Sulfonylurea (SU) drugs represent a group of anti-hyperglycemic agents used mainly in the treatment of type 2 diabetes mellitus (T2DM) for over 60 years. They can be utilized as adjuvant therapy with any other class of oral diabetic medications besides meglitinides or can be considered in patients intolerant or have a contraindication to metformin. They are commonly divided into first and second generations. Examples of first-generation SUs include chlorpropamide, tolazamide, and tolbutamide, while second-generation SUs include glipizide, gliclazide, and glyburide. Glimepiride is sometimes also referred to as a third-generation medication. Chlorpropamide, glyburide, and glimepiride have a prolonged duration of action when compared to short-acting medications such as gliclazide and tolbutamide. Due to their low cost, wide availability and effectiveness, SUs have remained a frequently prescribed medication, despite potential hypoglycemic risks (Mizuno et al. 2008, Lorenzati et al. 2010, Carbone et al. 2018).
SUs stimulate insulin secretion from pancreatic β-cells primarily by closing ATP-sensitive K+ channels (KATP) in the β-cell plasma membrane. They are primarily thought to act by binding to the SUR subunit of KATP and inducing channel closure. However, the channel is still able to open to a limited extent when the drug is bound, so that high-affinity SU inhibition is not complete, even at saturating drug concentrations. Tolbutamide and gliclazide block channels containing SUR1 (aka ABCC8) (found in pancreatic beta-cells) (Gribble et al. 1998, de Wet & Proks 2015), but not SUR2 (found in cardiac and smooth muscle cells), whereas glibenclamide, glimepiride, repaglinide, and meglitinide can block both types of channels. Animal experiments revealed KATP channels possess both high-affinity- and low-affinity-binding sites for sulphonylureas and meglitinides (Gribble et al. 1997, Ashfield et al. 1999, Proks et al. 2002). Binding of the SU tolbutamide to the high affinity site on SUR1 abolishes the stimulatory action of MgADP on the KATP channel and is thought to be the primary mechanism by which tolbutamide inhibits the KATP channel ().

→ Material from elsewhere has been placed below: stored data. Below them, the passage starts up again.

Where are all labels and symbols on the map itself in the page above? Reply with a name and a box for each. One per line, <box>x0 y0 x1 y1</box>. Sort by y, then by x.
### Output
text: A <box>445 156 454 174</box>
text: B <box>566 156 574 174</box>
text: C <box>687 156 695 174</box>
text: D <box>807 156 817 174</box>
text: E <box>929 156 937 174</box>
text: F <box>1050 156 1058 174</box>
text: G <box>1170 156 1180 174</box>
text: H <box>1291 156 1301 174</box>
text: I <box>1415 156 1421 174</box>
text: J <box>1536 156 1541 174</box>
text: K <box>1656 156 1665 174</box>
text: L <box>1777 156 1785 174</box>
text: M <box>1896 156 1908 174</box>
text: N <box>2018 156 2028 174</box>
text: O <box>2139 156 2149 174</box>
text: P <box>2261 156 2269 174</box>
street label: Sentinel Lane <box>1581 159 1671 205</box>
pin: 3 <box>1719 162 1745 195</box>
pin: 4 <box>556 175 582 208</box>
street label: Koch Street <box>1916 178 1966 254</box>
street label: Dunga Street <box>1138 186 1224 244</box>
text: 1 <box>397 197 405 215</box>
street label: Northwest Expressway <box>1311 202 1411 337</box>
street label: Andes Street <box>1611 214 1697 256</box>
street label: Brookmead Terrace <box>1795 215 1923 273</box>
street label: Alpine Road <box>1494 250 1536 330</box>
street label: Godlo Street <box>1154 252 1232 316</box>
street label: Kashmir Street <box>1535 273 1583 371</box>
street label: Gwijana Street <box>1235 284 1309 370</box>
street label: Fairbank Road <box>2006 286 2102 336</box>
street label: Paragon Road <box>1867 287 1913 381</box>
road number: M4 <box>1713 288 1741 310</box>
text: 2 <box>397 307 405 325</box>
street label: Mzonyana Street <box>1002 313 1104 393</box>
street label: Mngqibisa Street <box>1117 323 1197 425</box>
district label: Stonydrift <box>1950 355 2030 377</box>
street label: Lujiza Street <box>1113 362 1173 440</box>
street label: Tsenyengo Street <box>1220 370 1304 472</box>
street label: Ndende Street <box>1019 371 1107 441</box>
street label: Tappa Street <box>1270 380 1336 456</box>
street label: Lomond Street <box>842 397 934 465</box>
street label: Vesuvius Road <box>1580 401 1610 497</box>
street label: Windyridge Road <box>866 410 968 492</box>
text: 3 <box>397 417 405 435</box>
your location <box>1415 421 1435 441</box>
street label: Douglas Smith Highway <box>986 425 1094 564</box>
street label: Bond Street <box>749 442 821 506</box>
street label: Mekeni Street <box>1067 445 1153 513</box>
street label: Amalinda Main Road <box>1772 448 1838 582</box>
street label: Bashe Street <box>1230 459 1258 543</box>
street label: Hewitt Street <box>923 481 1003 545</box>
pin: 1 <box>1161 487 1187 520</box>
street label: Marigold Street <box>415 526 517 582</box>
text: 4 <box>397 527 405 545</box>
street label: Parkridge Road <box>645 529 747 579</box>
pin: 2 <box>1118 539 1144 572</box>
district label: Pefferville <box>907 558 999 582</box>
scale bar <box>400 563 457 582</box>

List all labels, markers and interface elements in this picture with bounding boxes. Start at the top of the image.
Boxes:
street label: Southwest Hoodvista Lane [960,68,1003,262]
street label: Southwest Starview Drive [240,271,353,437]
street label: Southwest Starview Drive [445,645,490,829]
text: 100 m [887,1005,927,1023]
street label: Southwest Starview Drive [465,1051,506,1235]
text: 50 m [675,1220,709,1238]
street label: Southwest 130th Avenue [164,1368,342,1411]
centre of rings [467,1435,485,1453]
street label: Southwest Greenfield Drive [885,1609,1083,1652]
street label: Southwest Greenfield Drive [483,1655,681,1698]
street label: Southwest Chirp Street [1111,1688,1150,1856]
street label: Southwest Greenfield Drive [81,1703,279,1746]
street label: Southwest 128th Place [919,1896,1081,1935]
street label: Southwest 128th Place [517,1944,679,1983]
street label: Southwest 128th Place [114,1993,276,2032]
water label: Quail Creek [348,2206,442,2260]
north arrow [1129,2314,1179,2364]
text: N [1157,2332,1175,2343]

1st generation SUs have increased risk of mortality due to cardiovascular events and have been superseded by 2nd generation SUs. The first generation SU tolbutamide (trade name Orinase) is an oral SU hypoglycaemic agent used to treat T2DM (Recant & Fischer 1957). Its proposed mechanism of action is thought to occur through interaction with the SUR1 subunit of KATP channels (Babenko et al. 1999). Chlorpropamide (trade name Diabinese) is a long-acting first-generation SU used to treat T2DM. Its longer-acting nature increases the risk of hypoglycemia so is not recommended for the elderly and patients with mild to moderate hepatic and renal impairment (Shorr et al. 1996). Tolazamide (trade name Tolinase) was FDA-approved in 1986 and is used to treat T2DM (McKendry & Gfeller 1967, Firth et al. 1986). Although its exact mechanism of action is unknown, it likely binds to SUR1 of KATP channels, blocking channel activity.
2nd generation SUs are widely employed worldwide as the mainstay of anti-diabetic therapy. Glipizide (trade name Glucotrol) is a 2nd-gen SU used to treat T2DM (Prendergast 1984). Approved in the US since 1984. Glipizide displays rapid absorption and onset of action with the shortest half-life and duration of action, reducing the risk for long-lasting hypoglycemia that is often observed with other anti-diabetic agents (Melander & Wåhlin-Boll 1983). Gliclazide (trade name Diamicron) was FDA-approved in 1972 is an anti-diabetic medication used to treat T2DM. Gliclazide is considered a second-generation SU which presents a higher potency and a shorter half-life than other SUs (Harrower 2000). While it was shown to have the same efficacy as glimepiride, a European GUIDE study showed that it has approximately 50% less hypoglycaemic confirmed episodes in comparison with glimepiride (Schernthaner et al. 2004).
Glyburide (aka glibenclamide, trade name Diabeta, Flycron) is a second-generation SU drug which was FDA-approved in 1984 and id 200 times more potent than tolbutamide. Glyburide has a therapeutic effectiveness comparable to that of the first-generation sulfonylurea chlorpropamide but with a lower frequency of adverse effects. Glyburide should not be prescribed to diabetic patients with liver disease, significant renal disease or elderly patients (Prendergast 1984, Feldman 1985). This medication is a major cause of medication-induced hypoglycemia and the risk is greater than with other SUs (Gangji et al. 2007). Glimepiride, introduced in 1995, is a second-generation sulfonylurea (SU) drug used for the management of T2DM (Massi-Benedetti 2003). Compared to glipizide, another second-generation SU drug, glimepiride has a longer duration of action. It is sometimes classified as a third-generation SU because it has larger substitutions than other second-generation SUs (Basit et al. 2012).